Back Bay Returning to Glory

As many suburban companies consider opening a downtown location or moving their firm, here’s some insight to keep in mind when weighing the options of a Boston move.

Why We Are Interested in Back Bay:

• Large Lease Activity: Back Bay is seeing some massive lease deals getting completed over the last quarter. Wayfair signed the second largest Boston deal of 2018 with a 395,000 SF lease at 500 Boylston/222 Berkeley. Draft Kings announced their plans to move their corporate headquarters to the same building within the next year. Co-working giant WeWork also announced plans for expansion in the Back Bay market at 501 Boylston St, bringing their total occupancy to just under 1 million SF in Boston proper.

• Ease of Commute: In comparison to the Seaport, Back Bay provides an easier commute for both those using public transportation and those commuting into Boston from the suburbs.

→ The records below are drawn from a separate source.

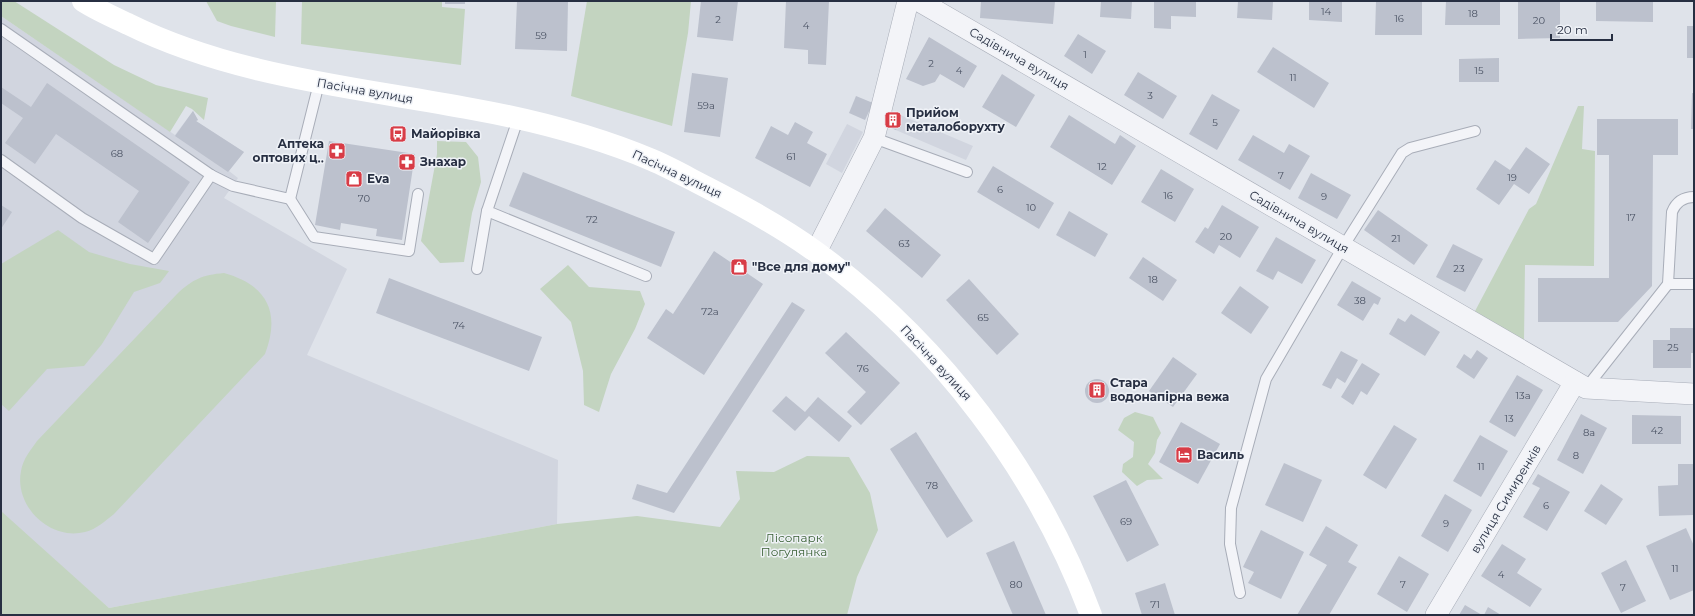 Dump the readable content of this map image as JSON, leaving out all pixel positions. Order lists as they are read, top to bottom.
{
  "streets": {
    "main road": ["Пасічна вулиця"],
    "street": ["Садівнича вулиця", "вулиця Симиренків"]
  },
  "crossings": [
    ["Садівнича вулиця", "вулиця Симиренків"]
  ],
  "parks": ["Лісопарк Погулянка"],
  "places": {
    "building": ["Прийом металоборухту", "Стара водонапірна вежа"],
    "bus stop": ["Майорівка"],
    "pharmacy": ["Аптека оптових ц‥", "Знахар"],
    "shop": ["Eva", "\"Все для дому\""],
    "hotel": ["Василь"]
  },
  "house_numbers": [
    "14",
    "18",
    "16",
    "2",
    "20",
    "4",
    "59",
    "1",
    "2",
    "4",
    "15",
    "11",
    "3",
    "59а",
    "5",
    "68",
    "61",
    "12",
    "7",
    "19",
    "6",
    "16",
    "9",
    "70",
    "10",
    "17",
    "72",
    "20",
    "21",
    "63",
    "23",
    "18",
    "38",
    "72а",
    "65",
    "74",
    "25",
    "76",
    "13а",
    "13",
    "42",
    "8а",
    "8",
    "11",
    "78",
    "6",
    "69",
    "9",
    "11",
    "4",
    "80",
    "7",
    "7",
    "71"
  ],
  "scale_bar": "20 m"
}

With direct commuter line access and several T lines servicing Back Bay, younger employees have a larger selection of where they can live that minimize commute time.

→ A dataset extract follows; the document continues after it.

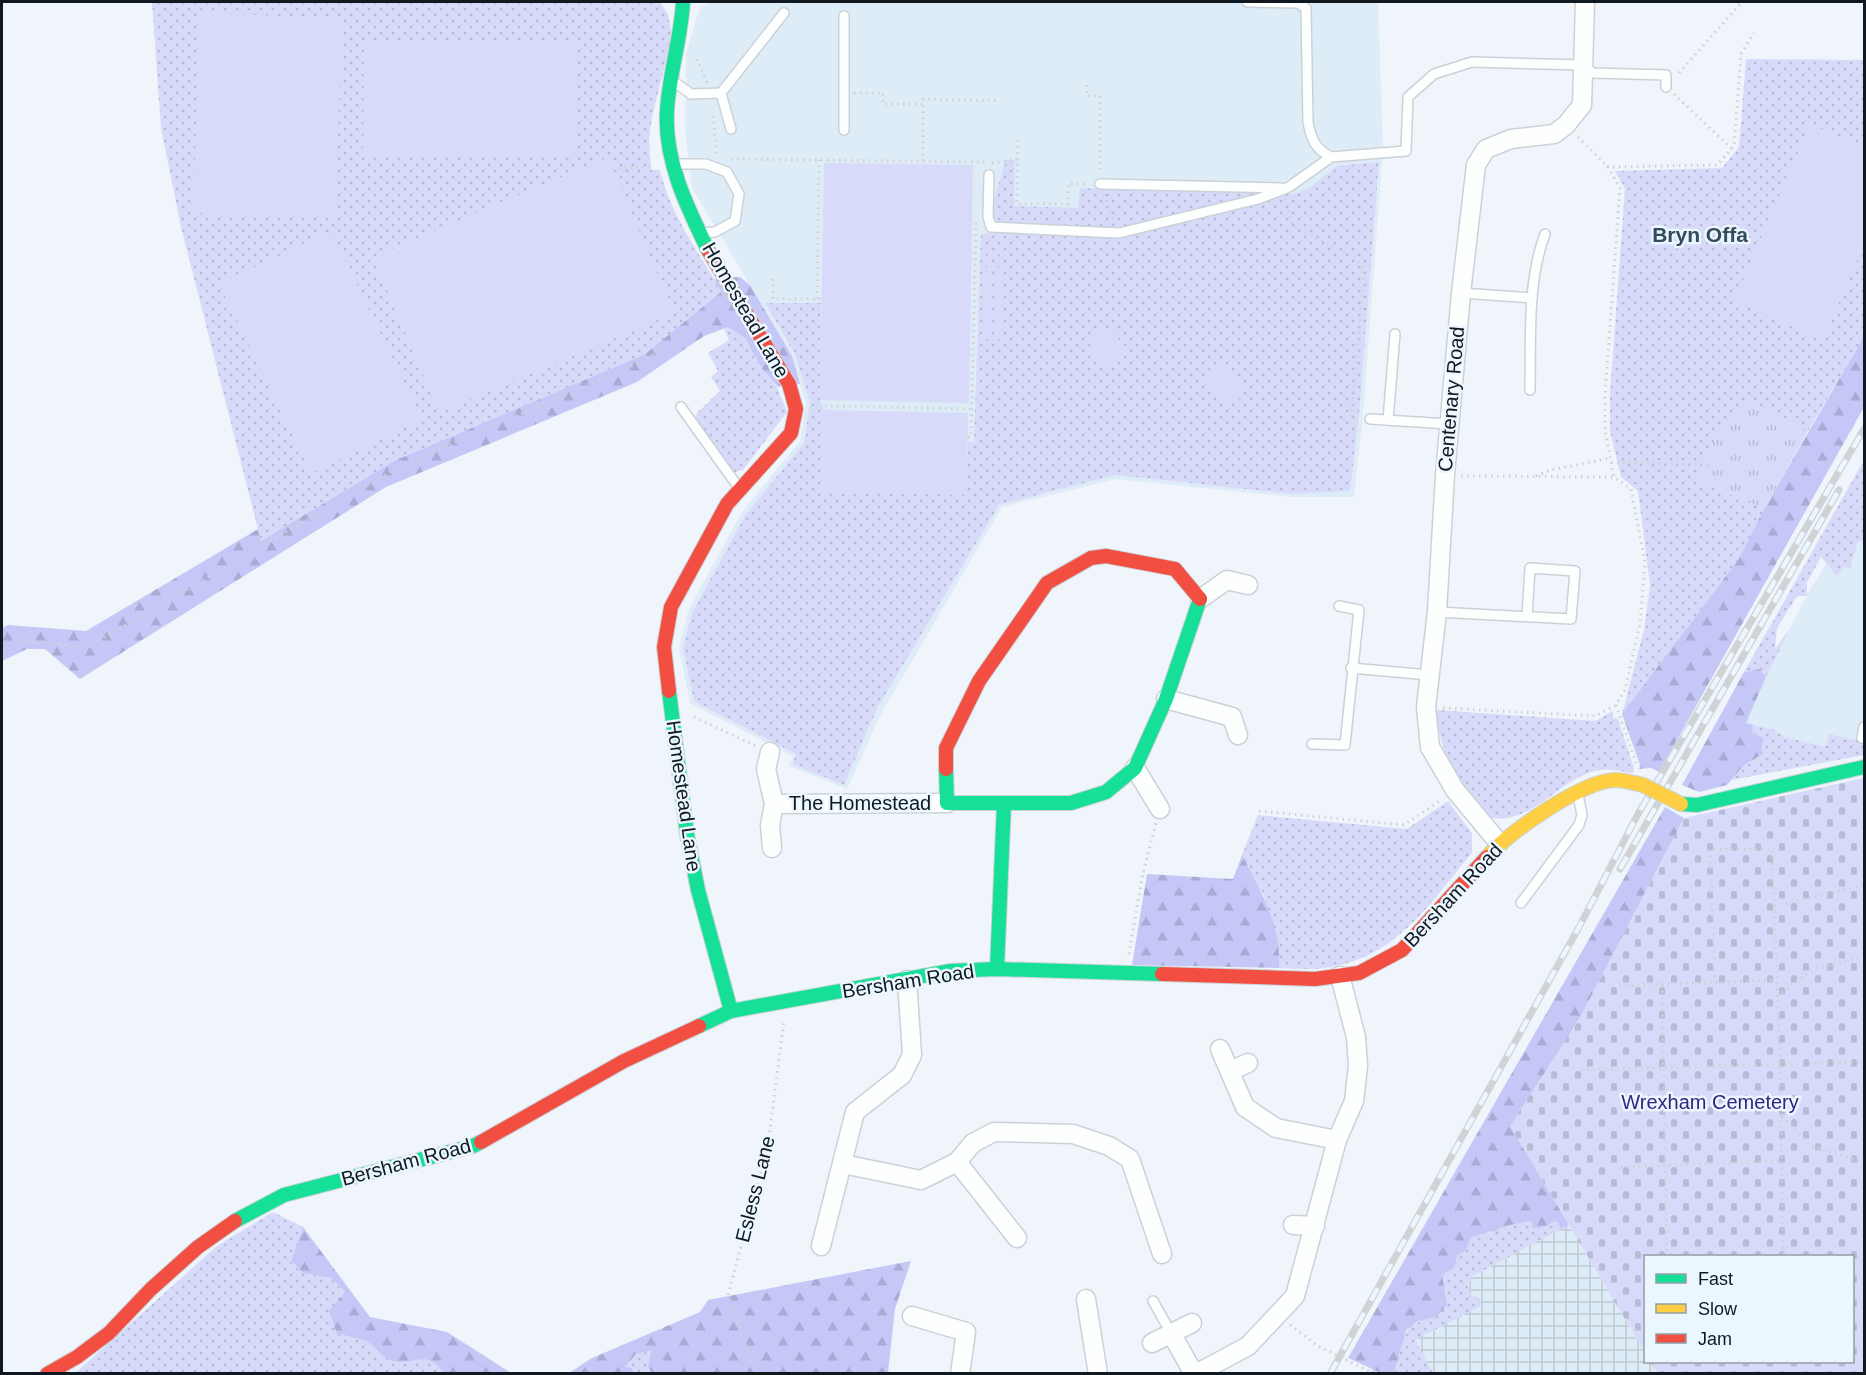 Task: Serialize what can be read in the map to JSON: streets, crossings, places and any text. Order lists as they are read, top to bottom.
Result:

Why We Aren’t Seeing a Bigger Boom in Back Bay:

• Low Vacancy: Back Bay has a vacancy rate around 5%, meaning the supply is limited and when space does come available, it goes exceptionally quick. In comparison to the suburbs, Back Bay averages at 8 months to bring a building to full occupancy, while Marlborough for example, averages around 14 months. This limited demand has lead to price averaging around $62/SF.

• Heavily Developed Area: Unlike the Seaport, Back Bay has no open land to develop into a higher/better use. Therefore, as demand increases, there has not been a new supply of developments to compensate for the disparity between need and supply.

Notable R.W. Holmes Milestones


We completed 35 transactions in Q2 including 31 signed leases and 4 closed sales. Notable transactions include the sale of 1 Cabot in Hudson for $6,927,000.
16 new leases totalling 62,000 SF were signed at Knowledge Park in Marlborough. Interest in this property has spiked due to significant upgrades and an overall rebranding of the office park.


R.W. Holmes Realty, Co. has been recognized by the Massachusetts Family Business Awards in partnership with Northeastern University’s Center for Family Business as the Family Business of the Year. The award recognizes family businesses on the basis of their longevity, business success, and contributions to their community. We are proud to run a third generation family business that has served Greater Boston for over 42 years, and thank our clients and community for their loyalty over the years.

New Exclusive Listings

R.W. Holmes Realty is pleased to announce its new partnership with Real Capital Solutions (RCS) as the exclusive broker for 55 Old Bedford Road in Lincoln, Massachusetts, – known as Lincoln North. RCS became the newest owner of Lincoln North on June 1, 2018 with plans to revitalize the building with modern finishes and amenities to create a work-play atmosphere and community.

New Hire

Sean O’Riordan joined R.W. Holmes as Marketing Manager following a career in real estate marketing at Berkshire Hathaway. As Marketing Manager, Sean creates strategic and compelling marketing initiatives that set R.W. Holmes apart from our competition and help the brokerage team to ensure their clients’ success. Sean keeps R.W. Holmes up to date with emerging technology, trends, and opportunities so that we can stay as efficient and effective as possible in our marketing efforts.